The Court said there were two theories upon which the defendant could have been prosecuted for conspiracy.  The first, which was advanced by the prosecutor, was that the defendant and Wright conspired to distribute cocaine to the undercover agent.  However, the Appeals Court held that there was no evidence to establish that the defendant knew Wright was going to resell the cocaine and shared in his plan.  Therefore, under this theory of prosecution, the evidence was insufficient.

The more interesting part of the opinion is whether the defendant could have been convicted under another theory – that when the defendant sold drugs to Wright, they entered into a conspiracy such that the defendant would sell drugs and Wright would buy them.  For the first time, a Massachusetts appellate court ruled in this case that a relationship between a buyer and a seller of drugs, without more, does not constitute a conspiracy to distribute controlled substances.

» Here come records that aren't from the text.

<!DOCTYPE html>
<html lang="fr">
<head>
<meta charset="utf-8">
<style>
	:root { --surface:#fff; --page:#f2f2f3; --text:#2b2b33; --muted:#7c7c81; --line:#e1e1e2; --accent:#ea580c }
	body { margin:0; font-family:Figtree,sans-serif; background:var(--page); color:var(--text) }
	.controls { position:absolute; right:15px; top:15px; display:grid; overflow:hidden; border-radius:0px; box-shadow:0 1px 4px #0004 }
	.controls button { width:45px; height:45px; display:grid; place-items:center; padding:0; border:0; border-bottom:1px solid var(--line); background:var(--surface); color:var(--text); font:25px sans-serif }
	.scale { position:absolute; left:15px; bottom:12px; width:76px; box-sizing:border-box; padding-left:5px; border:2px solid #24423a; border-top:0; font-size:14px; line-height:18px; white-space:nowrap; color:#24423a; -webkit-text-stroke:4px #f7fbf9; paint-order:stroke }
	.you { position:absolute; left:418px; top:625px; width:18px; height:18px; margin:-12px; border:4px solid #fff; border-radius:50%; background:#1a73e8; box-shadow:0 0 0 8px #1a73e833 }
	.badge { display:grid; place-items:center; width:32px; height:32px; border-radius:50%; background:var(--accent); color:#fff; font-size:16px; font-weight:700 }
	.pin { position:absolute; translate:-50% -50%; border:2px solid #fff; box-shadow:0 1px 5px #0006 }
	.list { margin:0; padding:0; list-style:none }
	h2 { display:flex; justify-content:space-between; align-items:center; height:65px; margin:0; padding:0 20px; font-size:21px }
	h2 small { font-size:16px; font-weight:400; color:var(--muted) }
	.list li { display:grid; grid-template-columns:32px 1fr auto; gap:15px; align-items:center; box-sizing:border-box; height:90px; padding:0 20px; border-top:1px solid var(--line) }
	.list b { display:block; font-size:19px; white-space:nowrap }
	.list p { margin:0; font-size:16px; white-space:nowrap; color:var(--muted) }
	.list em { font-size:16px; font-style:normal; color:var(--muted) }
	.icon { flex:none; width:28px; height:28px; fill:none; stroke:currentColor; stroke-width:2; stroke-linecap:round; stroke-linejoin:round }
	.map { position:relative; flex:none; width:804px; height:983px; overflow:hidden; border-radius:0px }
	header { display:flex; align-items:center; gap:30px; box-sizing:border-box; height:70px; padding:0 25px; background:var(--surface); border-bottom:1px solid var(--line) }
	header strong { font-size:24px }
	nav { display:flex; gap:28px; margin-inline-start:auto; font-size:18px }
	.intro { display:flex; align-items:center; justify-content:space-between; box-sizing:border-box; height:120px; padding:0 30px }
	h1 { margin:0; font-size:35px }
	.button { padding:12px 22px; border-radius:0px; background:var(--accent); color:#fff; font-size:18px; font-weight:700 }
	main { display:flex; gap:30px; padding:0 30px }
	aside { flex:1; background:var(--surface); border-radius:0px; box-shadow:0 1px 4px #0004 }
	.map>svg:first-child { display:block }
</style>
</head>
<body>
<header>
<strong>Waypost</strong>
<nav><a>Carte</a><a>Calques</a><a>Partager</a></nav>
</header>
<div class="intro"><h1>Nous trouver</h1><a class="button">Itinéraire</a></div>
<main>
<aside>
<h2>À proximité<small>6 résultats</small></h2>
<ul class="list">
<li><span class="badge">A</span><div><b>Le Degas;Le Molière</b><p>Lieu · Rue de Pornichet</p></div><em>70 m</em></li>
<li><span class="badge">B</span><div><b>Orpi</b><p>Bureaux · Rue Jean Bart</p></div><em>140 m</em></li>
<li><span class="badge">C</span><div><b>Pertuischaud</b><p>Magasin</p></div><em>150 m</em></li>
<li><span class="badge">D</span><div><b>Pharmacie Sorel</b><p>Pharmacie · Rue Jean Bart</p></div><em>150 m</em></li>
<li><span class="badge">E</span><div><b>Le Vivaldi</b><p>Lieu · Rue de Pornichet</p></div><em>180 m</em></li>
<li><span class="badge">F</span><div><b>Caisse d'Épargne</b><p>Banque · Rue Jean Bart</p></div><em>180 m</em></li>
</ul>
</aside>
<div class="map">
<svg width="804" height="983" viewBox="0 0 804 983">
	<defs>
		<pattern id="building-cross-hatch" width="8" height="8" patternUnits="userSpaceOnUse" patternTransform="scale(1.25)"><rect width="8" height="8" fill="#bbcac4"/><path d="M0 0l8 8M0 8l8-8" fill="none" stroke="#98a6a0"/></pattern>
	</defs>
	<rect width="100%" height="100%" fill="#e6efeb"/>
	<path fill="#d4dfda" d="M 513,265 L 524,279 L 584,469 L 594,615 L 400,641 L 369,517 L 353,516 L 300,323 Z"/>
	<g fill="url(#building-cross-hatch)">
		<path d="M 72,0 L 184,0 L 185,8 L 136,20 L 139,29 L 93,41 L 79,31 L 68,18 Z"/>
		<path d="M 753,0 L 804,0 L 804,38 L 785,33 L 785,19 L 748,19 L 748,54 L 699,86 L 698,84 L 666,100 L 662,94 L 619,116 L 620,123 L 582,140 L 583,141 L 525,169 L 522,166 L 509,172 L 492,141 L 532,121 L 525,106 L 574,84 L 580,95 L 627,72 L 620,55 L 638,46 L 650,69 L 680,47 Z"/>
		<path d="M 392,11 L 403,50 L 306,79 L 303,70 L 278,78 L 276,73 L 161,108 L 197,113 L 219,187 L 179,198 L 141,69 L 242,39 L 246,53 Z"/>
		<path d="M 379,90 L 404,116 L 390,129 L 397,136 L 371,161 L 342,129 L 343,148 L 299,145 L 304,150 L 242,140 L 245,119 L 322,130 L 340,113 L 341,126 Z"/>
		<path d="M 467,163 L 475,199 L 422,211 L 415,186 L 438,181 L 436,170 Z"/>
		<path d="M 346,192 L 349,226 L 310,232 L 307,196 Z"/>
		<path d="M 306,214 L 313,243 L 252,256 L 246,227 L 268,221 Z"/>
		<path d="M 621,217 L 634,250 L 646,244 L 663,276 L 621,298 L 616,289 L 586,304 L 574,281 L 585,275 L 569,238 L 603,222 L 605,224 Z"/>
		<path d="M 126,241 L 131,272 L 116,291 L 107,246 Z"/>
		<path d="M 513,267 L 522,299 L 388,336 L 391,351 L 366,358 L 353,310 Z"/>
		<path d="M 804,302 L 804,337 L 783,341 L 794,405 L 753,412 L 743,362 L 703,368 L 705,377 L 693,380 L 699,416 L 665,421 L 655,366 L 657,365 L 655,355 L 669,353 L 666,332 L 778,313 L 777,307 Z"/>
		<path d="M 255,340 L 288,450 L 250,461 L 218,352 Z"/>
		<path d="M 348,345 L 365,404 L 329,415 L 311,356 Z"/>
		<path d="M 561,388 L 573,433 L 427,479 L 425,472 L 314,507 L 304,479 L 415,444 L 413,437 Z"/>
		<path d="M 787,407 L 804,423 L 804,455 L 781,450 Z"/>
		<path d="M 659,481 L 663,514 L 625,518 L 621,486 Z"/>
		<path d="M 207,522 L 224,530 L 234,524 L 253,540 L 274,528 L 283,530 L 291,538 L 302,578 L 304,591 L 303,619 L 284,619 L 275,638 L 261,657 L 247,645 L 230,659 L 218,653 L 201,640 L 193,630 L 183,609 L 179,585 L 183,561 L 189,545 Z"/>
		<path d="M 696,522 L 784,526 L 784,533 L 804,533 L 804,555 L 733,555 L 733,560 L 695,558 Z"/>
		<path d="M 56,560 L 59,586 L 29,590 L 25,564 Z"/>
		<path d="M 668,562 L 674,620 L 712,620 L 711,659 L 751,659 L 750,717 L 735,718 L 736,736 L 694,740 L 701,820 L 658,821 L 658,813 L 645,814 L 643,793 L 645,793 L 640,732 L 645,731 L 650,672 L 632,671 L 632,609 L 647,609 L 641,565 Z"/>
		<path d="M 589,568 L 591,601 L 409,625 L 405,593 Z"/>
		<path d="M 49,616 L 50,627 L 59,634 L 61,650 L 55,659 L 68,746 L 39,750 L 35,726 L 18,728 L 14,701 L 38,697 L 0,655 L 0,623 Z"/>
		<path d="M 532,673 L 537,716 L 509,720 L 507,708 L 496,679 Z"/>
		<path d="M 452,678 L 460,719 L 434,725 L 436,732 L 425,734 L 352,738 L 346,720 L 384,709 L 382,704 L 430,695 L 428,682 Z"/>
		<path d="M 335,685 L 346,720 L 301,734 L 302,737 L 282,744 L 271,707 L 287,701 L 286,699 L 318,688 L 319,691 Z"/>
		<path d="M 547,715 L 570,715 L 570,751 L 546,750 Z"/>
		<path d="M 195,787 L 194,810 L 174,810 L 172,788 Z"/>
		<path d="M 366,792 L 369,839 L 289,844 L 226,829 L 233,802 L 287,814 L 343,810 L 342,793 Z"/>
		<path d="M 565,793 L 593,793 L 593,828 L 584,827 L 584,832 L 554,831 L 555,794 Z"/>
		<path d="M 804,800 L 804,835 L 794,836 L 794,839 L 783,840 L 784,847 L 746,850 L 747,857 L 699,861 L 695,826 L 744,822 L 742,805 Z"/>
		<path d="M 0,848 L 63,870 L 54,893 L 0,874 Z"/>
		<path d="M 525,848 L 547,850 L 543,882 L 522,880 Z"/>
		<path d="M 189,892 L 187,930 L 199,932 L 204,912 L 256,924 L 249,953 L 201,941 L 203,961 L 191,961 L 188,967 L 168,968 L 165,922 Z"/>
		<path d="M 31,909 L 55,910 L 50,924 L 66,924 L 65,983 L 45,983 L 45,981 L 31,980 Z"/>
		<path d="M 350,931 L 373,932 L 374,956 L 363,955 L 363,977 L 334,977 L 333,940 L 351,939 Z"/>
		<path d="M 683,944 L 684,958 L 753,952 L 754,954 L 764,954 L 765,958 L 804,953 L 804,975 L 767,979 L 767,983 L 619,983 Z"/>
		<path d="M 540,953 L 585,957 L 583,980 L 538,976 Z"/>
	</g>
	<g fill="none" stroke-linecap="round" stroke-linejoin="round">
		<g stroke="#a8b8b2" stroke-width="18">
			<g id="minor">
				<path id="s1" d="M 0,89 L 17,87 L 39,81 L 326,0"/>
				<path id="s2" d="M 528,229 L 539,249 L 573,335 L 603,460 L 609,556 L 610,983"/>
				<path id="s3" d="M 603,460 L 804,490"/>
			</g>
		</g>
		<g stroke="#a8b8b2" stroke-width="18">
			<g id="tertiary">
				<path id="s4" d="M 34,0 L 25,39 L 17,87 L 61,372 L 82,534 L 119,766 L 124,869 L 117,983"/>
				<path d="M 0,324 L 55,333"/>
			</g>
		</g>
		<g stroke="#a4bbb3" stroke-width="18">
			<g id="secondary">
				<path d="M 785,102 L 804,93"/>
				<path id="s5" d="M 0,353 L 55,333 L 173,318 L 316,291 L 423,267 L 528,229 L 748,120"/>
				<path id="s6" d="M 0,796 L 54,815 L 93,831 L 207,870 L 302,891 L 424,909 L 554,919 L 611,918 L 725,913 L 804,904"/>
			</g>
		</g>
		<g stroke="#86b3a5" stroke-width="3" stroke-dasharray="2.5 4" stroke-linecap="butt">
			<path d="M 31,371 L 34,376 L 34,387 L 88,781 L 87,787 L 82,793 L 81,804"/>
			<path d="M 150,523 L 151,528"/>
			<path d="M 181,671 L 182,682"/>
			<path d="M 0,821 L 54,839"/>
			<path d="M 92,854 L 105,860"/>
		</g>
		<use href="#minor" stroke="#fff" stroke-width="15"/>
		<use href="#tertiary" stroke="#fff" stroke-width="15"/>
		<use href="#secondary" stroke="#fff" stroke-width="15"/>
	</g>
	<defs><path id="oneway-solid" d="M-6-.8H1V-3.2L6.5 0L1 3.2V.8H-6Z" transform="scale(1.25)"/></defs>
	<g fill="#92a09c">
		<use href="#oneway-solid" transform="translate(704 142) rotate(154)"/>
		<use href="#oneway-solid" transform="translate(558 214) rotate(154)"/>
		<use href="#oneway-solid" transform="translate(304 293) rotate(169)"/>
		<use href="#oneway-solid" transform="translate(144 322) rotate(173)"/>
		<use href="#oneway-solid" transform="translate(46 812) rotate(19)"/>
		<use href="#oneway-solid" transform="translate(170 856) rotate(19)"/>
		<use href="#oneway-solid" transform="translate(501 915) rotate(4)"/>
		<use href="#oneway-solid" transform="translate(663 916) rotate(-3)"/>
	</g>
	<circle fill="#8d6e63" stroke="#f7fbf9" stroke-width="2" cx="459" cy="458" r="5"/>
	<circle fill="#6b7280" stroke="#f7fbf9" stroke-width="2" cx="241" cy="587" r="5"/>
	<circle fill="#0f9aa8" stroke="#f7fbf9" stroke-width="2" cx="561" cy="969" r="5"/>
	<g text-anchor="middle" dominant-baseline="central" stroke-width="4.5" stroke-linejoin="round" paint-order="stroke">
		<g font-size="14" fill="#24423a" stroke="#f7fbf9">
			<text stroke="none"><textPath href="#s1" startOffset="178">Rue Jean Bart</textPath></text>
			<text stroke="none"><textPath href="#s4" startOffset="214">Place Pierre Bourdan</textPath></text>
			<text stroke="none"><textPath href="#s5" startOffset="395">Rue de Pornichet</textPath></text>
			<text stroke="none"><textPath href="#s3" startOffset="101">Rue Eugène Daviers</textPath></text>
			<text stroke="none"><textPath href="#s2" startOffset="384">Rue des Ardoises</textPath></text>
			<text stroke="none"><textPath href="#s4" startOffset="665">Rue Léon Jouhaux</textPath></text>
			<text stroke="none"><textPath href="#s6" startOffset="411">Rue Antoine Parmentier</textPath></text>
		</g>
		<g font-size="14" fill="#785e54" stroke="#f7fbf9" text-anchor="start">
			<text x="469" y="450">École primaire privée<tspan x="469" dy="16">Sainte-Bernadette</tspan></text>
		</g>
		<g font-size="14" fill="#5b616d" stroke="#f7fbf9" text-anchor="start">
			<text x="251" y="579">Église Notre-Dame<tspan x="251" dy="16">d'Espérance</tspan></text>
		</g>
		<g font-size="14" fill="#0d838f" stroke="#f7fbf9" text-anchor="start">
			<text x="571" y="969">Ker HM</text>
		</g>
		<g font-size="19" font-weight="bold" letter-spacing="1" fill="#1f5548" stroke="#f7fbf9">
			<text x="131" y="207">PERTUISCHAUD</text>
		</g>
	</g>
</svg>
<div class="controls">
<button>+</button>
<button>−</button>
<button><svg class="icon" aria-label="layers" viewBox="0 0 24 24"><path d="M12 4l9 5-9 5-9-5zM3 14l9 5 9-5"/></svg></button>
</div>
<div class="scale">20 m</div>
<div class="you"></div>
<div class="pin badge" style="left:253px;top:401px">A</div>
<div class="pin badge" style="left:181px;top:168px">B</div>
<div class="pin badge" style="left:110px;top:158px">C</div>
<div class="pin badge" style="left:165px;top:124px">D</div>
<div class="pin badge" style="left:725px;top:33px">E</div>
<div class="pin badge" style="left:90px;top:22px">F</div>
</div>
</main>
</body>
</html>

In reviewing similar cases from other jurisdictions, the Appeals Court found two rationales for concluding that a drug dealing conspiracy is not born by one seller distributing to one buyer.  First, some courts have concluded that the two participants do not have the same criminal intent.  Because the seller’s purpose is to sell and the buyer’s purpose is to buy, there is no meeting of the minds between the parties.  Their different goals necessarily preclude the conclusion that they are conspiring together.

Second, some courts have concluded that lawmakers did not intend for drug buyers to be exposed to the increased penalties that accompany convictions for conspiracy to distribute drugs.  The Appeals Court here adopted that legal reasoning.  In Massachusetts, the penalty for conspiracy is the same as the penalty for the underlying crime.  Therefore, a drug buyer who was convicted of conspiracy to distribute cocaine could be punished as if he actually distributed the cocaine instead of having only purchased it (which carries a significantly lower penalty).  The Appeals Court ruled that the Legislature could not have intended for this result, and therefore under these circumstances, a one-time, street-level, buyer-seller transaction of drugs cannot be the basis of a conspiracy prosecution.

This is a really important decision, as the Commonwealth often charges conspiracy as a backup plan – even if the jury finds the defendant not guilty of the underlying crime, maybe it will still convict of conspiracy, which is easier to prove (this is exactly what happened in this case).  The ruling here will take away an important weapon frequently used by prosecutors.